Dataset entries:
------------------------------

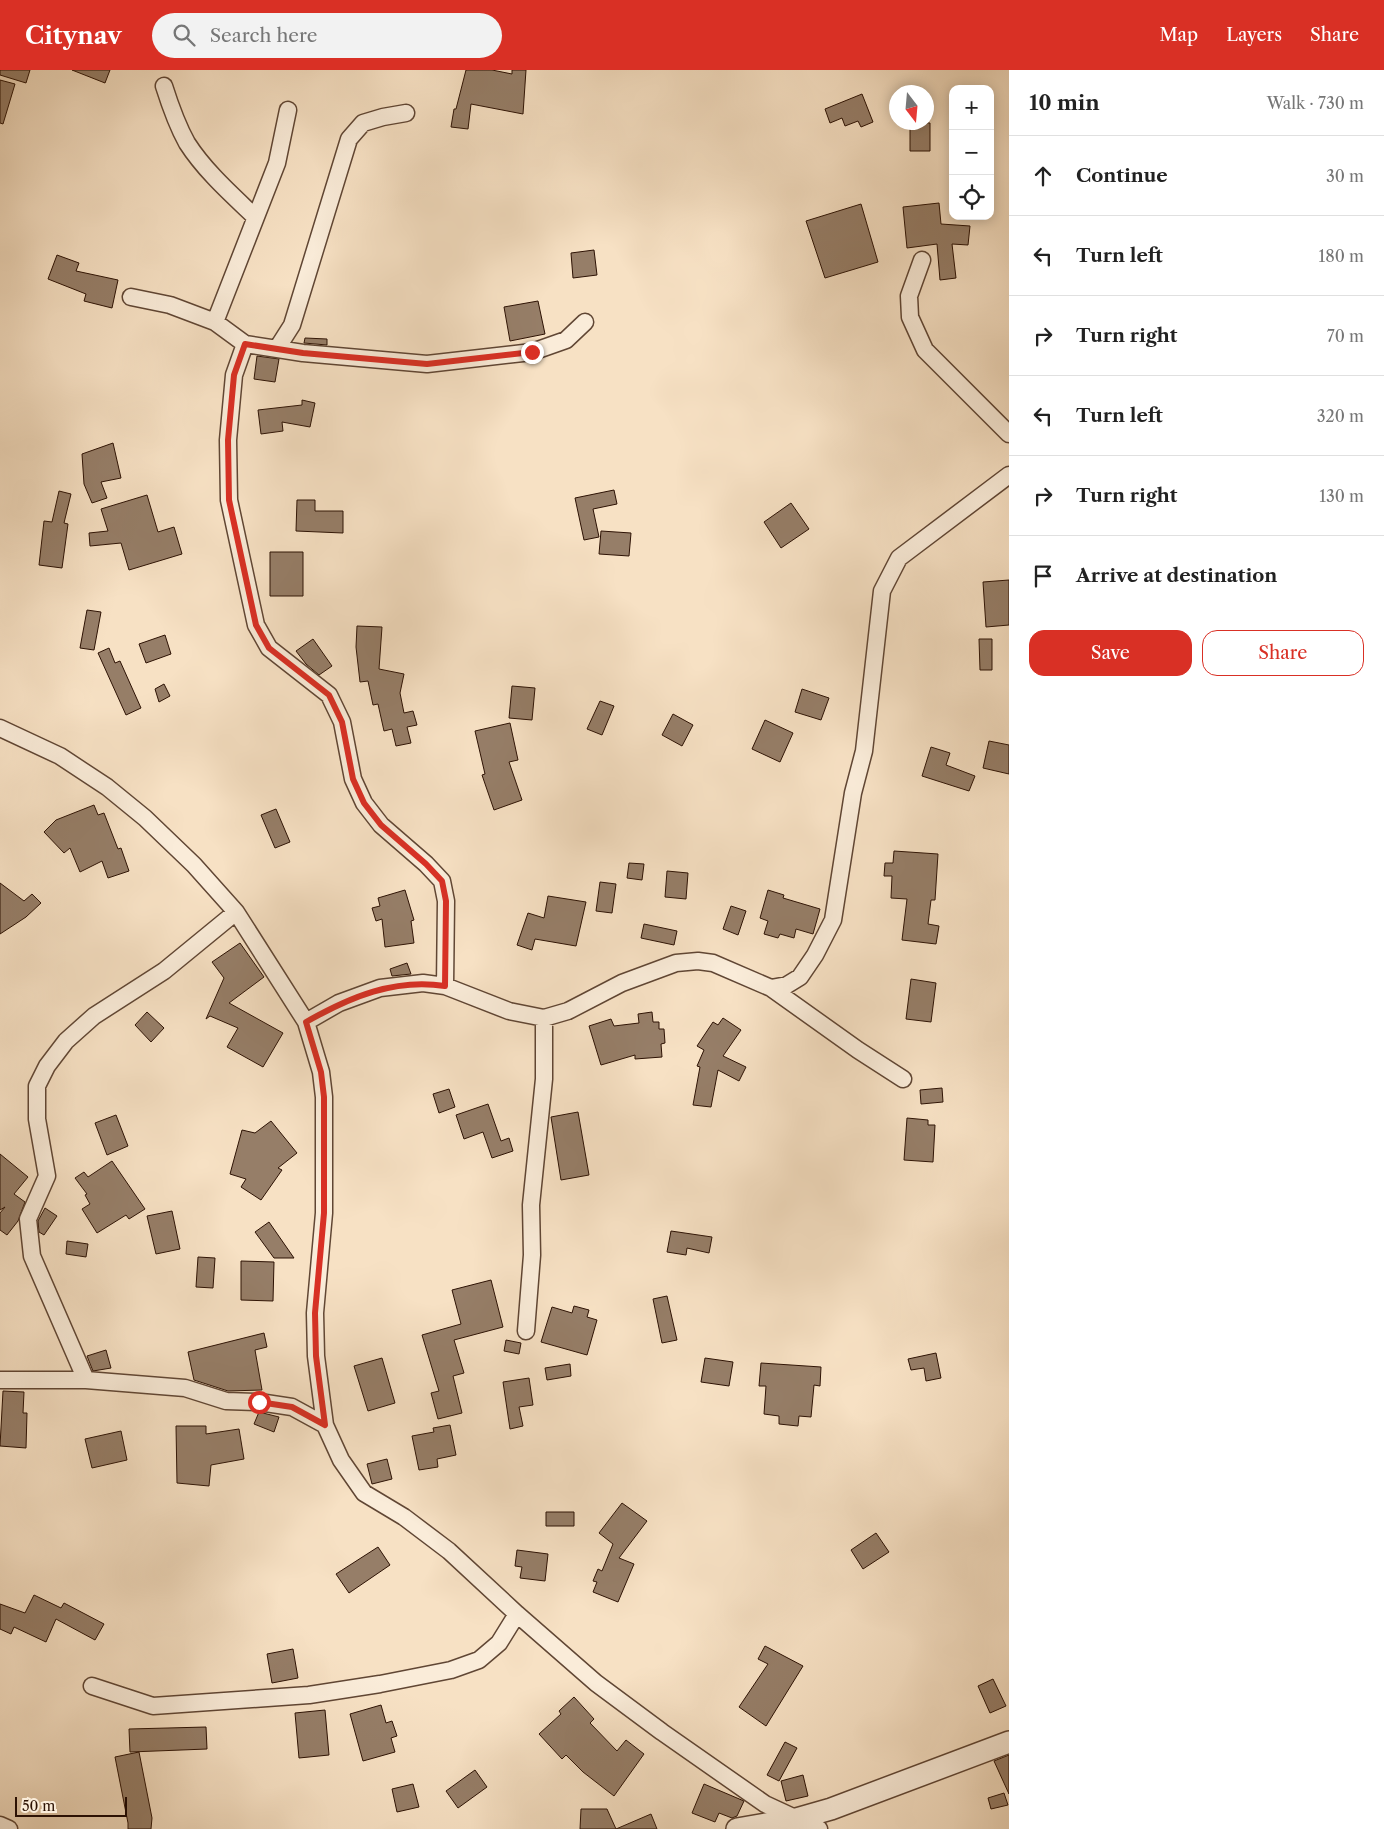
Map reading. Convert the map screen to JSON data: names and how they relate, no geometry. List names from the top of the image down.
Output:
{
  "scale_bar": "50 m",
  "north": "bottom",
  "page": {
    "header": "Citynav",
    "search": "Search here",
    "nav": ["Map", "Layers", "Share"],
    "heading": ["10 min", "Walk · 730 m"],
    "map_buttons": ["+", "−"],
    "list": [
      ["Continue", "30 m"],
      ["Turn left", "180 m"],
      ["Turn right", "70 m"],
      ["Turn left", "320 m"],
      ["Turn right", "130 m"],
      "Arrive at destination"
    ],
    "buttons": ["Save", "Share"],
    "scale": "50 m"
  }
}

------------------------------

TASK REQUIREMENTS: Return the records exactly as they stand, and drop every picture.

EXERCISE RESULT:
Map reading. Convert the map screen to JSON data: names and how they relate, no geometry. List names from the top of the image down.
Output:
{
  "scale_bar": "50 m",
  "north": "bottom",
  "page": {
    "header": "Citynav",
    "search": "Search here",
    "nav": ["Map", "Layers", "Share"],
    "heading": ["10 min", "Walk · 730 m"],
    "map_buttons": ["+", "−"],
    "list": [
      ["Continue", "30 m"],
      ["Turn left", "180 m"],
      ["Turn right", "70 m"],
      ["Turn left", "320 m"],
      ["Turn right", "130 m"],
      "Arrive at destination"
    ],
    "buttons": ["Save", "Share"],
    "scale": "50 m"
  }
}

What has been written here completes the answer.